For code interpretation, please refer to SPARK MLLIB machine learning. So what’s different about this example from the official website? The point is that in this line, Lrmodel.transform (training).select(“features”, “label”, “prediction”).show(); lrmodel.transform (training). How important it is for beginners to be able to predict the results of the output ah, improve learning confidence!

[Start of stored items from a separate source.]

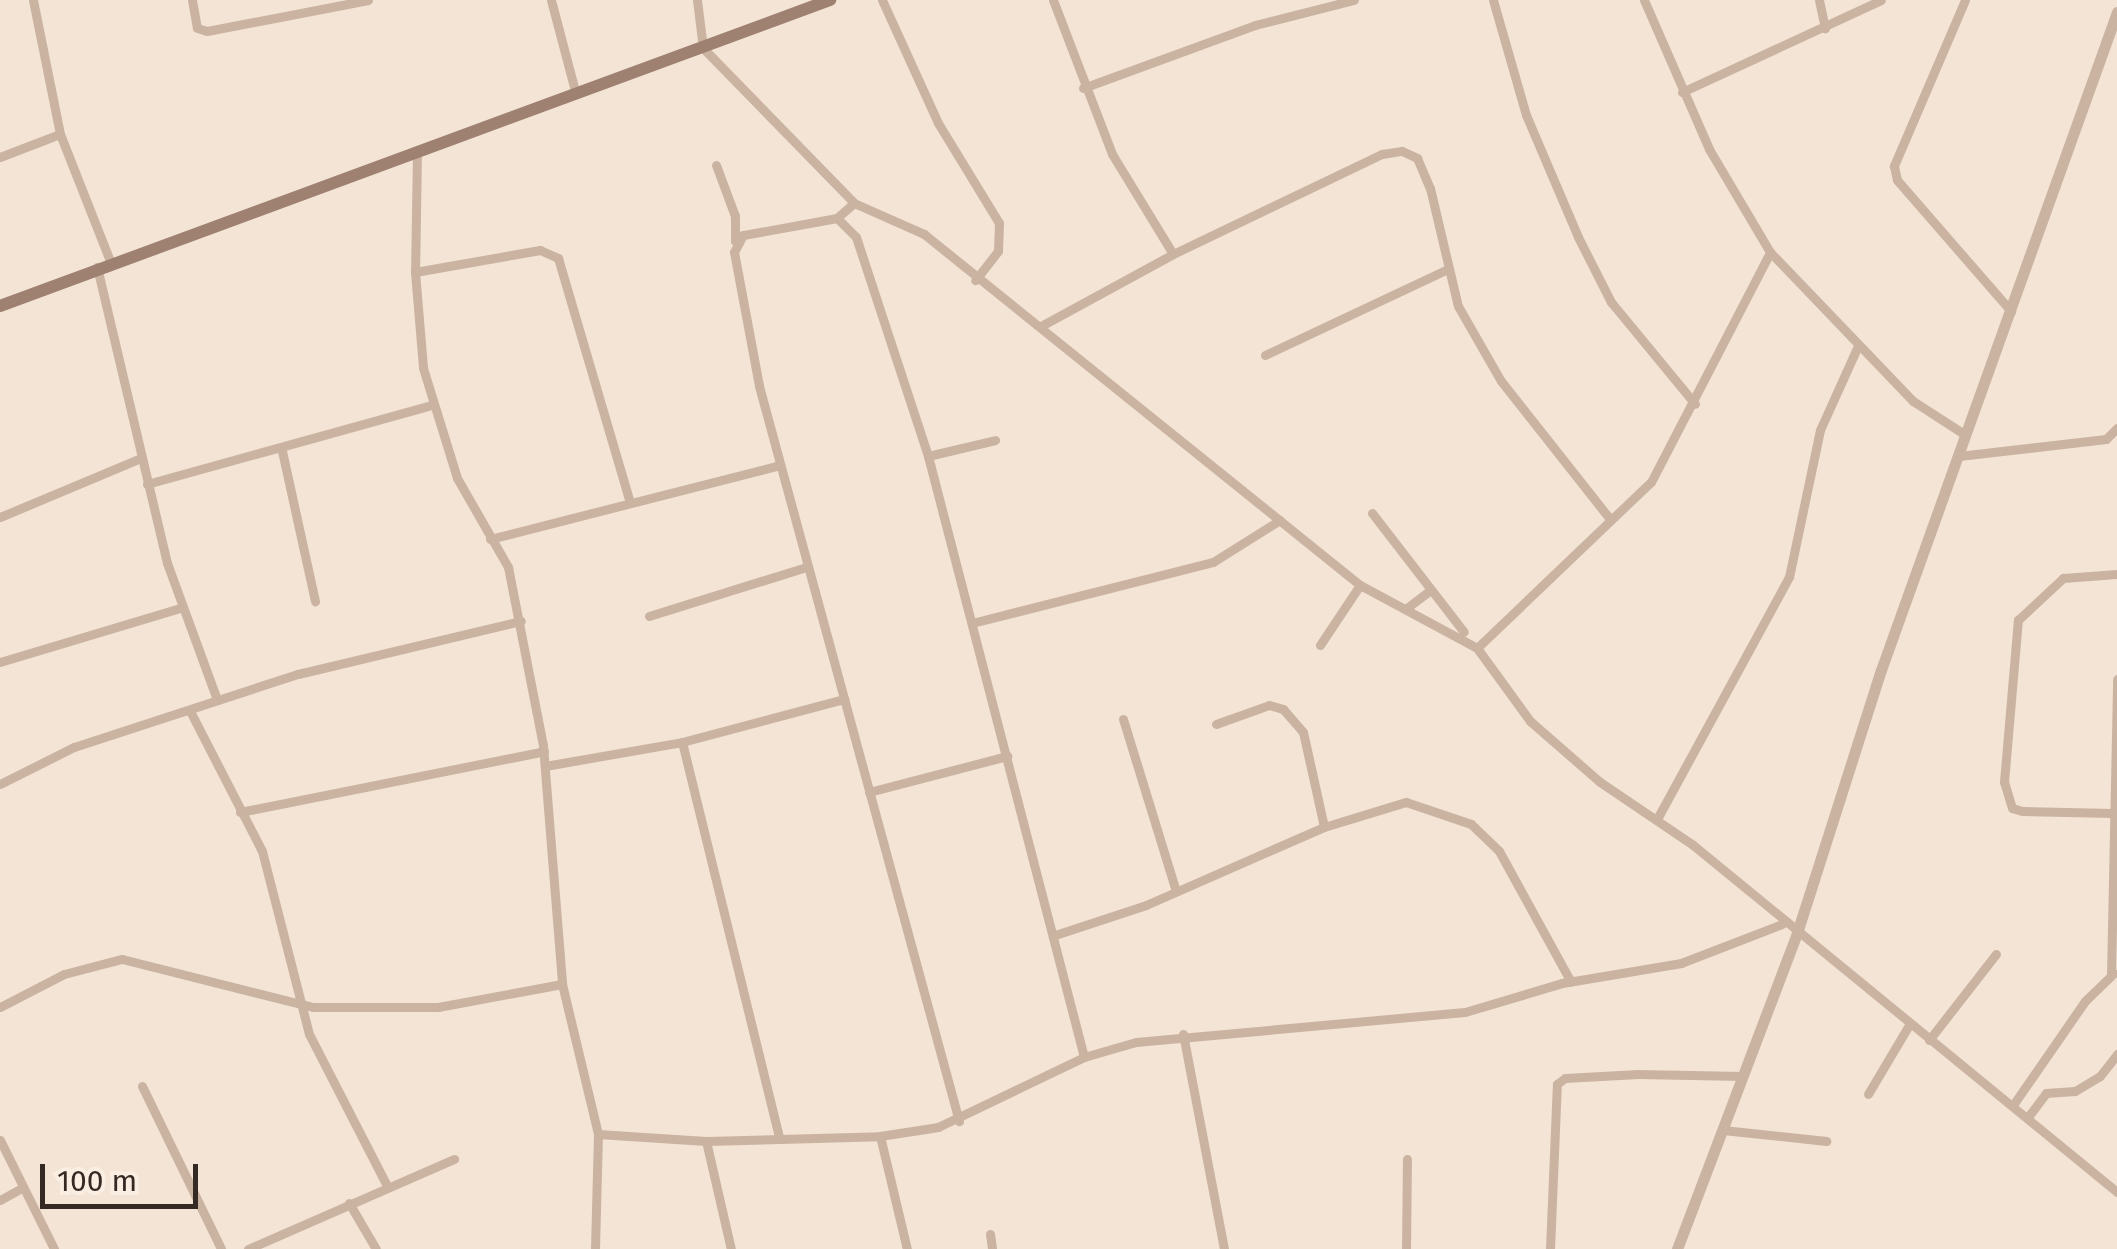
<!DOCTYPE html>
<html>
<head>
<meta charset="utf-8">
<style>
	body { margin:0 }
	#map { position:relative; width:2117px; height:1249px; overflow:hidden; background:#f3e4d5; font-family:"Fira Sans",sans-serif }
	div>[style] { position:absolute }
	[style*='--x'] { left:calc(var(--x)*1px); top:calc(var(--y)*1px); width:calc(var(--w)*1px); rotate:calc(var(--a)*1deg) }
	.minor>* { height:9px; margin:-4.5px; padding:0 4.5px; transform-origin:4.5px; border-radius:4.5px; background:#cbb3a1 }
	.tertiary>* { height:11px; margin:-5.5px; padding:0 5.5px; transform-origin:5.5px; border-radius:5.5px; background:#cbb3a1 }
	.secondary>* { height:12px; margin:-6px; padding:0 6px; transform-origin:6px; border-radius:6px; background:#9f8172 }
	span { translate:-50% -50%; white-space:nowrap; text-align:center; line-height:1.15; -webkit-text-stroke:9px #faeee2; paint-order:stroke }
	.scale { position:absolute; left:40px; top:1164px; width:158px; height:45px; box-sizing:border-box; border:5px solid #352924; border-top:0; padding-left:12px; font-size:30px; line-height:35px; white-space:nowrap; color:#352924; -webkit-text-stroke:8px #faeee2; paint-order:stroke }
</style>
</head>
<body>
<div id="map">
	<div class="minor">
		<i style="--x:33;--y:0;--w:137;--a:78.6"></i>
		<i style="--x:60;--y:134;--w:136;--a:68.5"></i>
		<i style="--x:192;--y:0;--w:28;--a:80"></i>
		<i style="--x:197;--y:28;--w:10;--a:17"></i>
		<i style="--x:207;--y:31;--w:164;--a:-10.9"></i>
		<i style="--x:551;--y:0;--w:94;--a:75.2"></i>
		<i style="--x:697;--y:0;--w:48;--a:82.9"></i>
		<i style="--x:703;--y:48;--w:216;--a:45.7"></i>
		<i style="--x:854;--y:203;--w:77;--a:23.9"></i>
		<i style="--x:924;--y:234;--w:560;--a:38.84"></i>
		<i style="--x:1360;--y:585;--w:133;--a:28.3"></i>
		<i style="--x:1477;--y:648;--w:90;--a:54"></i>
		<i style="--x:1530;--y:721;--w:93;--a:41.1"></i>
		<i style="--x:1600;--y:782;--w:112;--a:34.1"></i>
		<i style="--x:1693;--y:845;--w:548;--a:39.3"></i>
		<i style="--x:882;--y:0;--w:135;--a:65.5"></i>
		<i style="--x:938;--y:123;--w:117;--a:58.6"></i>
		<i style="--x:999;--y:223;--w:28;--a:92"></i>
		<i style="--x:998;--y:251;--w:37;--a:128"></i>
		<i style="--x:1053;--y:0;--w:165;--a:69"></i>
		<i style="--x:1112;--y:154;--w:117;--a:58.6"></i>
		<i style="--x:1493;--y:0;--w:120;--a:74"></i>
		<i style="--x:1526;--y:115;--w:133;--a:66.9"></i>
		<i style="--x:1578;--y:237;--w:73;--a:63.1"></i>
		<i style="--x:1611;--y:302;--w:132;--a:50.5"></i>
		<i style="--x:1644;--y:0;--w:163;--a:66.4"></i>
		<i style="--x:1709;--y:149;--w:120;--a:59.4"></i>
		<i style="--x:1770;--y:252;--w:207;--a:46.2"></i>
		<i style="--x:1913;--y:401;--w:61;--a:32.9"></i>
		<i style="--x:1819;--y:0;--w:29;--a:78"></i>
		<i style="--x:1965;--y:0;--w:181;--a:113.2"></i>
		<i style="--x:1894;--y:166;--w:14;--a:78"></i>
		<i style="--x:1897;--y:180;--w:174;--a:49"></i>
		<i style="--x:1083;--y:88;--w:183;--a:-20.1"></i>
		<i style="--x:1255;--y:25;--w:102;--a:-14.2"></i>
		<i style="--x:1682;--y:92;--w:219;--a:-24.8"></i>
		<i style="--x:417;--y:150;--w:122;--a:90.9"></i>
		<i style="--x:415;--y:272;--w:96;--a:85.2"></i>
		<i style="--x:423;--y:368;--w:115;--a:72.8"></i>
		<i style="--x:457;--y:478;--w:103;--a:60.2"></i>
		<i style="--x:508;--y:567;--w:182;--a:78.9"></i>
		<i style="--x:543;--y:746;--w:239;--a:85.4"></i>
		<i style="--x:562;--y:984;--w:154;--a:76.5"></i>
		<i style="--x:598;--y:1134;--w:115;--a:91.5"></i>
		<i style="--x:0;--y:157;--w:64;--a:-21"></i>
		<i style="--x:716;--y:165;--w:54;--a:69.6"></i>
		<i style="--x:735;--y:216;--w:25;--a:90"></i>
		<i style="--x:854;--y:203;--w:23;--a:139"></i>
		<i style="--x:837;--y:218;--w:96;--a:169.7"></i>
		<i style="--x:743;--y:235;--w:19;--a:118"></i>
		<i style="--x:734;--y:252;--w:136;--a:79.4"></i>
		<i style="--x:759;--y:386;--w:762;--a:74.78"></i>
		<i style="--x:837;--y:218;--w:27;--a:45"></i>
		<i style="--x:856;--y:237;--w:231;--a:71.8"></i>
		<i style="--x:928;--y:456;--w:621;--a:75.45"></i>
		<i style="--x:97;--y:267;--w:304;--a:76.7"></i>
		<i style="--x:167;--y:563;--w:146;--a:69.9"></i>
		<i style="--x:415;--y:272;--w:127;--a:-10"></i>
		<i style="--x:540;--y:250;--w:20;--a:24"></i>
		<i style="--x:558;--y:258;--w:255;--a:73.6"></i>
		<i style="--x:1041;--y:326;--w:150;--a:-28.6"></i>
		<i style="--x:1173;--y:254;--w:232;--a:-25.6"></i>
		<i style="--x:1382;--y:154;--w:20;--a:-9"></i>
		<i style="--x:1402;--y:151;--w:17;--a:25"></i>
		<i style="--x:1417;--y:158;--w:33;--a:67"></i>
		<i style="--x:1430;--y:188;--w:121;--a:76.7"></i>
		<i style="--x:1458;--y:306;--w:86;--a:60.2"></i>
		<i style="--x:1501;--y:381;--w:176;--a:51.7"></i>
		<i style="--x:1265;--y:355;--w:202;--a:-25.2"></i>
		<i style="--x:282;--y:451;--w:154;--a:77.6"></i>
		<i style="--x:928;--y:456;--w:69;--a:-13.4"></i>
		<i style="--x:1959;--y:456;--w:148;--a:-6.6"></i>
		<i style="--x:2106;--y:439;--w:16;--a:-45"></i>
		<i style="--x:147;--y:484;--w:295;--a:-15.5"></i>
		<i style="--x:1372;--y:513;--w:150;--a:52.3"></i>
		<i style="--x:0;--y:517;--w:153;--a:-22.7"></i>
		<i style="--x:490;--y:539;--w:299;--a:-14.3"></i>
		<i style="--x:1408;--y:607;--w:26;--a:-37"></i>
		<i style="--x:649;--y:616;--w:164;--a:-17.3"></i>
		<i style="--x:972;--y:623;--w:249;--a:-14.2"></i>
		<i style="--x:1213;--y:562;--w:79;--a:-32.1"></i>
		<i style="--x:1320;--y:645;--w:72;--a:-56.3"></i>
		<i style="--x:1477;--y:648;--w:240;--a:-43.7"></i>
		<i style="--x:1651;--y:482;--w:259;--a:-62.6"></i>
		<i style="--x:0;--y:662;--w:188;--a:-16.7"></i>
		<i style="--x:190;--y:711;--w:157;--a:62.8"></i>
		<i style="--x:262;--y:851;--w:189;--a:75.6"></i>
		<i style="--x:309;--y:1034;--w:171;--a:62.8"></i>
		<i style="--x:1123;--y:719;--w:180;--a:72.9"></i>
		<i style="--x:1216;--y:724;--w:56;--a:-19.7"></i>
		<i style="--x:1269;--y:705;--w:15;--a:16"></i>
		<i style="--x:1283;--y:709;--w:30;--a:49"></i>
		<i style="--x:1303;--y:732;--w:97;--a:77.5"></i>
		<i style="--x:682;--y:742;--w:407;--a:76.2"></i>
		<i style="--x:545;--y:766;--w:139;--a:-9.9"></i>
		<i style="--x:682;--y:742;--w:168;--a:-14.9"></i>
		<i style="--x:0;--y:784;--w:83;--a:-26.6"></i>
		<i style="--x:74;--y:747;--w:236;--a:-18.1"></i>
		<i style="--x:298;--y:674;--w:229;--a:-13.4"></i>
		<i style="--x:869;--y:792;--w:143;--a:-14.6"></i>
		<i style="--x:240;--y:812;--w:310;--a:-11.3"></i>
		<i style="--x:2112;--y:813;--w:90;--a:-178.7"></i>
		<i style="--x:2022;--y:811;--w:10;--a:-163"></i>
		<i style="--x:2012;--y:808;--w:27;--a:-107"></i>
		<i style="--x:2004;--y:782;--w:163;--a:-85.1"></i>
		<i style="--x:2018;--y:620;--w:62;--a:-43"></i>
		<i style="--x:2063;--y:578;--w:54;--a:-4.2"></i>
		<i style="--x:1657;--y:819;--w:276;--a:-61.4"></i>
		<i style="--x:1789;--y:577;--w:150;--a:-78.1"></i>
		<i style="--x:1820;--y:430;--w:90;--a:-65.7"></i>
		<i style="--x:1055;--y:935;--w:96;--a:-18.2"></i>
		<i style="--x:1146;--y:905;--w:194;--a:-23.7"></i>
		<i style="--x:1324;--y:827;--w:86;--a:-17"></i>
		<i style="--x:1406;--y:802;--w:69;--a:18.7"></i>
		<i style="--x:1471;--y:824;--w:39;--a:44"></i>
		<i style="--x:1499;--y:851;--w:149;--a:61.2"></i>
		<i style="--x:2111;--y:975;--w:296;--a:-88.8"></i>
		<i style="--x:0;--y:1007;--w:72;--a:-27.3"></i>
		<i style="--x:64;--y:974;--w:60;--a:-14.5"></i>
		<i style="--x:122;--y:959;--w:197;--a:14.1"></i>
		<i style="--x:313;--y:1007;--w:125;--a:0"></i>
		<i style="--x:438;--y:1007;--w:126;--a:-10.5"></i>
		<i style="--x:1183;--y:1034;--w:219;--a:79.2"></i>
		<i style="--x:1929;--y:1040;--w:109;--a:-52.1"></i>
		<i style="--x:142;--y:1086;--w:181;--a:64.1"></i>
		<i style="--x:1868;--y:1094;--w:80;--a:-59.3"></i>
		<i style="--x:2013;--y:1105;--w:126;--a:-55.3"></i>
		<i style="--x:2085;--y:1001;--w:40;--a:-44"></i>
		<i style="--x:2028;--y:1117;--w:30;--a:-53"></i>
		<i style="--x:2046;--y:1093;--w:29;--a:-4"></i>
		<i style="--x:2075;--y:1091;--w:29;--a:-31"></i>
		<i style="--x:2100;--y:1076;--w:28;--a:-52"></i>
		<i style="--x:1723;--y:1130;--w:104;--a:6.1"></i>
		<i style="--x:598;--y:1134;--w:108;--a:3.7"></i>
		<i style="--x:706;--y:1141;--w:174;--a:-1.6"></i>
		<i style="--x:880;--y:1136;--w:59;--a:-8.8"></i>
		<i style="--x:938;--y:1127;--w:162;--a:-25.6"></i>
		<i style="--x:1084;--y:1057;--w:54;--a:-16.1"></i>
		<i style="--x:1136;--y:1042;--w:330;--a:-5.2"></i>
		<i style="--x:1465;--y:1012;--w:101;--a:-16.6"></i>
		<i style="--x:1562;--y:983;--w:121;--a:-9.5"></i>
		<i style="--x:1681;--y:963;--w:108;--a:-21.1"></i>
		<i style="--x:880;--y:1136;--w:116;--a:76.6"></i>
		<i style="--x:0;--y:1140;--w:122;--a:63.6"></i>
		<i style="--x:706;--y:1141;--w:111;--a:77"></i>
		<i style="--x:0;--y:1200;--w:26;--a:-29"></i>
		<i style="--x:349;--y:1203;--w:53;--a:59.6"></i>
		<i style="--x:990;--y:1234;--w:15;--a:82"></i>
		<i style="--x:248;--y:1249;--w:225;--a:-23.6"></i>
		<i style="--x:1406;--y:1249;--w:90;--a:-89.4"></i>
		<i style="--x:1550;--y:1249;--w:165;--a:-87.6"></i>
		<i style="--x:1557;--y:1084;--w:10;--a:-37"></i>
		<i style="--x:1565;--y:1078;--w:73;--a:-3.1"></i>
		<i style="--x:1638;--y:1074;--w:105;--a:1.1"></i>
	</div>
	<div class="tertiary">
		<i style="--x:1677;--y:1249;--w:335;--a:-69.2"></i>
		<i style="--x:1796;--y:936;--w:279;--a:-72.3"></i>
		<i style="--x:1881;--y:670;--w:699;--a:-70.27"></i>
	</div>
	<div class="secondary">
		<i style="--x:0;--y:306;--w:885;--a:-20.24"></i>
	</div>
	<div class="scale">100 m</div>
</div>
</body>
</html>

Without this line of code output:

+ -- -- -- -- -- -- -- -- -- -- -- -- -- -- -- -- -- -- -- + | residuals | + -- -- -- -- -- -- -- -- -- -- -- -- -- -- -- -- -- -- -- + | 1020073.172416118 | | 1779184.442462788 | | 1404048.5767556876 to 4165697.1427883618 1313336.9211495668 | | | | | | | 4972683.339662604 4435613.32077004 | | - | 5744798.382868968 to 373631.6067474559 | | | + -- -- -- -- -- -- -- -- -- -- -- -- -- -- -- -- -- -- -- + RMSE: r2 3379675.1928499704:0.9703976727070023Copy the code

I have the output of this line of code

+--------------------+-------------+--------------------+ | features| label| prediction| + -- -- -- -- -- -- -- -- -- -- -- -- -- -- -- -- -- -- -- - + -- -- -- -- -- -- -- -- -- -- -- -- - + -- -- -- -- -- -- -- -- -- -- -- -- -- -- -- -- -- -- -- -- + | (4,,1,2,3 [0], [263... | | | 3548600.922416118 2528527.75 | (4,,1,2,3 [0], [750... 4130186.0 2351001.557537212 | | | | (4,,1,2,3 [0], [297... 3.64669408 e7 | | 3.515360387885043 e7 | | (4,,1,2,3 [0], [820 2.9674333007211637 e7... 3.384003015 e7 | | | | (4,,1,2,3 [0], [661... 6.117732849 e7 | | 6.258137706675569 e7 | | (4,,1,2,3 [0], [1.2 5.1361431060337394 e7... 5.63341144 e7 | | | | (4,,1,2,3 [0], [1.3... 4.407602894 e7 4.851164226077004 e7 | | | | (4,,1,2,3 [0], [968 2.9792327133252542 e7... 3.016595874 e7 | | | | (4,,1,2,3 [0], [695... 1.7447519 e7 | | 2.3192317382868968 e7 | +--------------------+-------------+--------------------+Copy the code

Characteristic, tag value, predicted value

data

2528527.75 1:263455.75 2:275799 3:709413 4:629950 4130186 1:750437 2:201574.5 3:443560 4:409805 36466940.8 1:2974719.5 2:7677371.75 3:7301996.95 4:8867920.5 33840030.15 1:8207536.9 2:9843736.6 3:8679155.35 4:5086838 61177328.49 1:615422.05 2:15269585.4 3:15642690.7 4:13381847.16 56334114.4 1:12,991518.43 2:13,798081.9 3:12,502771.4 4:12,899599.5 44076028.94 1:13081200.65 2:13837499.9 3:12257050.8 4:11567330.24 30165958.74 1:9683931.6 2:9116163.8 3:5350176.6 4:9081991.59 17447519 1:6958805.1 2:7015432.75 3:5833268.4 4:5251674.55Copy the code

Summary: This example runs with new LinearRegression().setMaxiter (100).setregParam (0.8).setelasticNetParam (0.8) tunable. The data format should meet libSVM requirements, that is, label values Feature Number: eigenvalue, RMSE: mean of the square root error between the predicted value and the true value R2: Compare the predicted value to the mean value alone. The interval is usually between 0 and 1. 0 is better than nothing and taking the mean, while 1 is the case where all the predictions match perfectly with the real results and the average is somewhere between [0 and 1]. 0 means it’s below the mean. 1 means perfect prediction.

Write in the last

Writing this article to enhance their confidence in learning, and finally output the predicted results, so that the road of learning is not smooth, only persevere.